## Action item
Pictures are to be left out, and the rest of the records reproduced exactly.

## Available data
▬▬▬▬▬▬
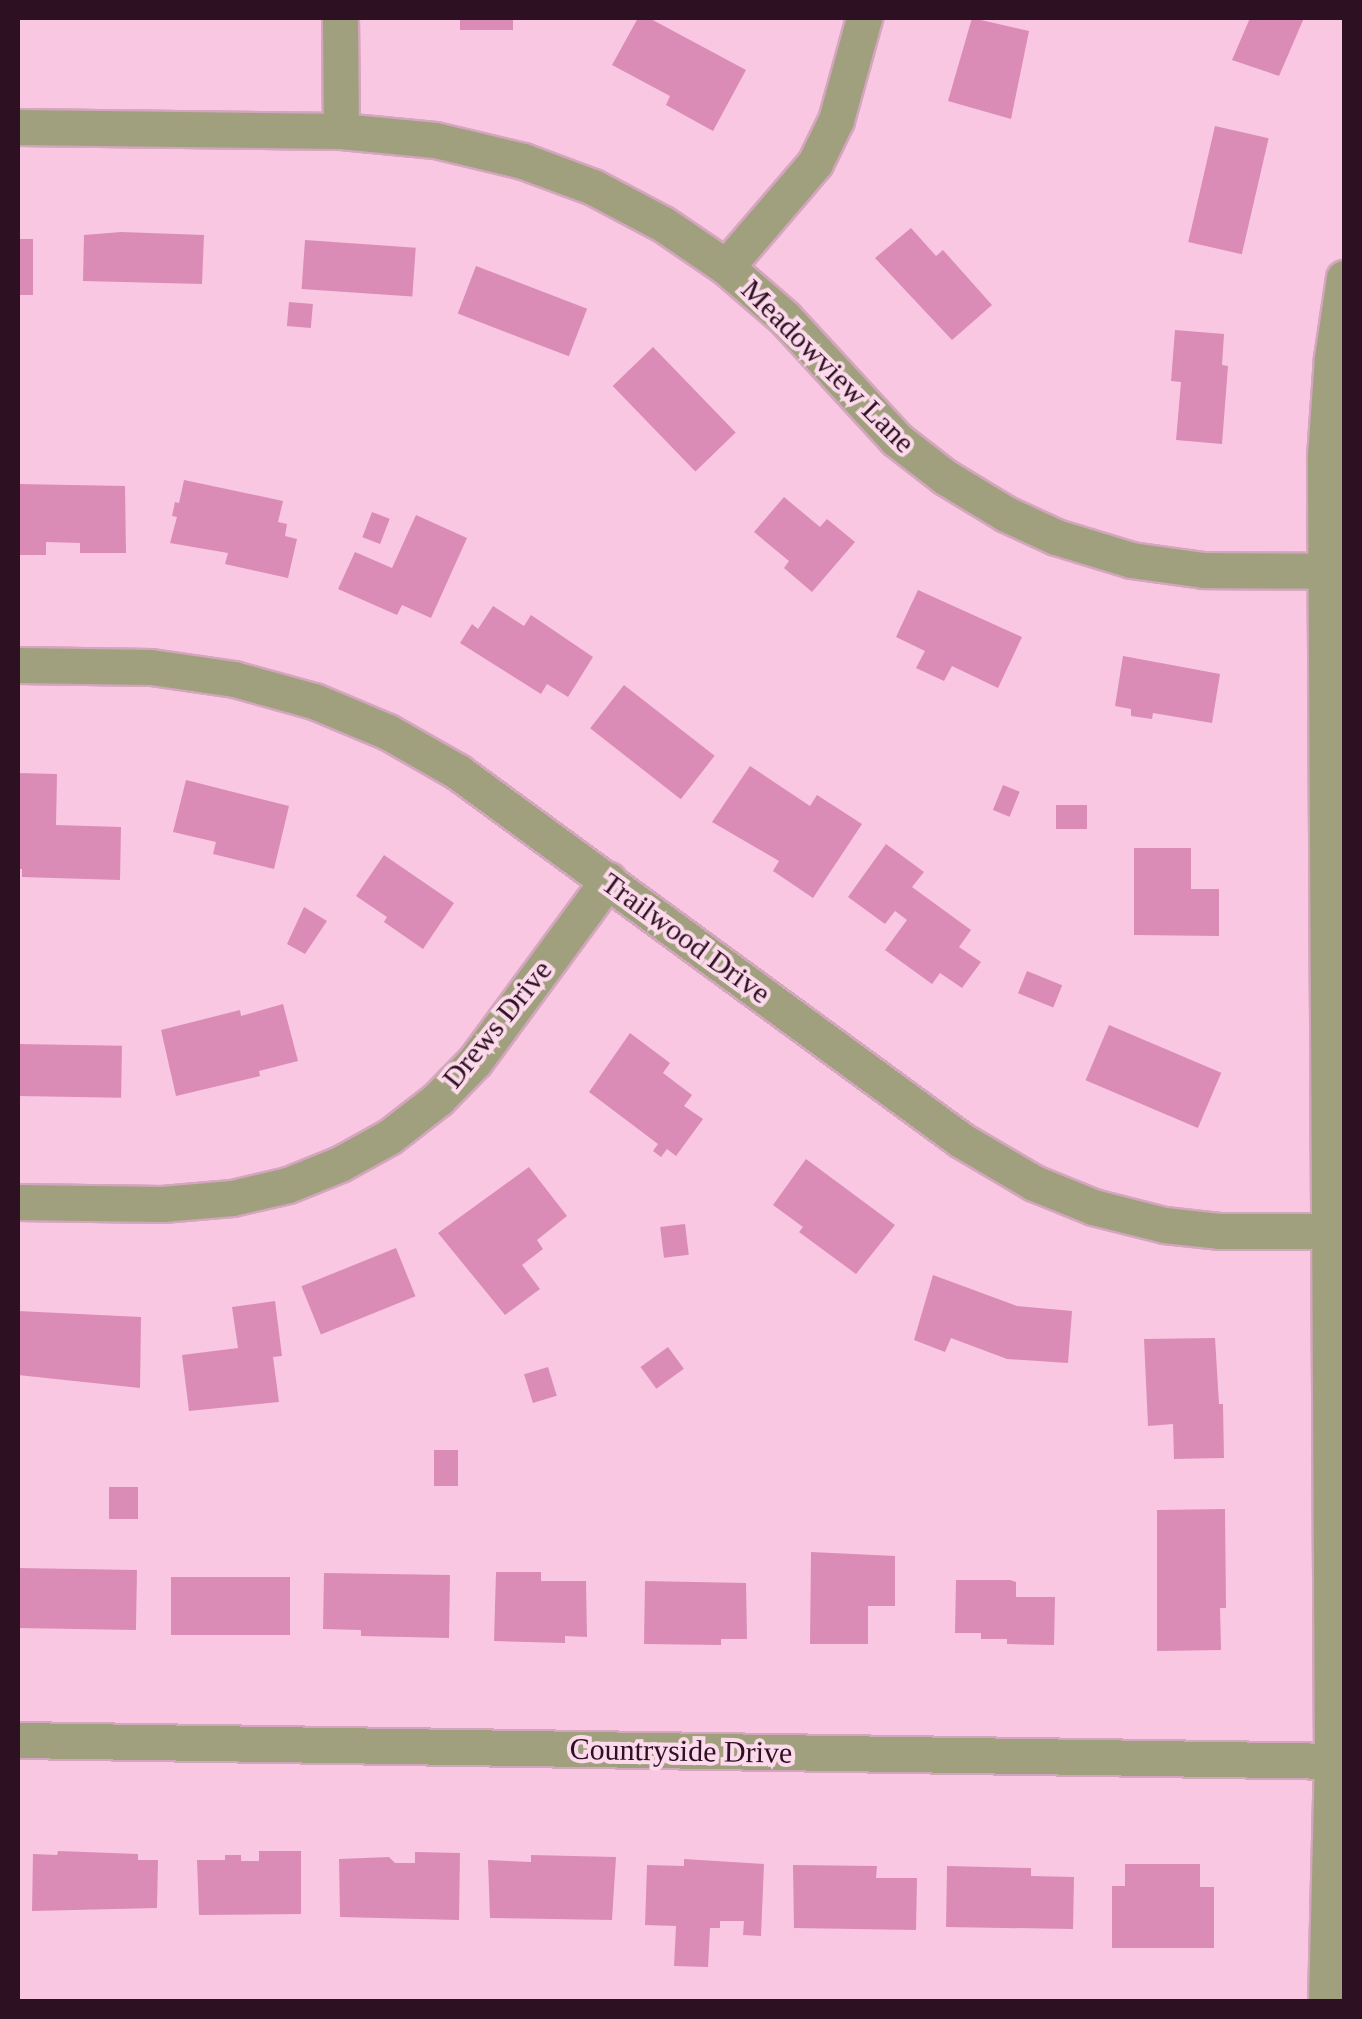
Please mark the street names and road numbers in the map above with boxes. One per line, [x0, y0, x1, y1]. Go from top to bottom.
street label: Meadowview Lane [734, 272, 922, 460]
street label: Trailwood Drive [595, 865, 777, 1011]
street label: Drews Drive [435, 953, 559, 1095]
street label: Countryside Drive [569, 1731, 793, 1771]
▬▬▬▬▬▬
## Solution
Please mark the street names and road numbers in the map above with boxes. One per line, [x0, y0, x1, y1]. Go from top to bottom.
street label: Meadowview Lane [734, 272, 922, 460]
street label: Trailwood Drive [595, 865, 777, 1011]
street label: Drews Drive [435, 953, 559, 1095]
street label: Countryside Drive [569, 1731, 793, 1771]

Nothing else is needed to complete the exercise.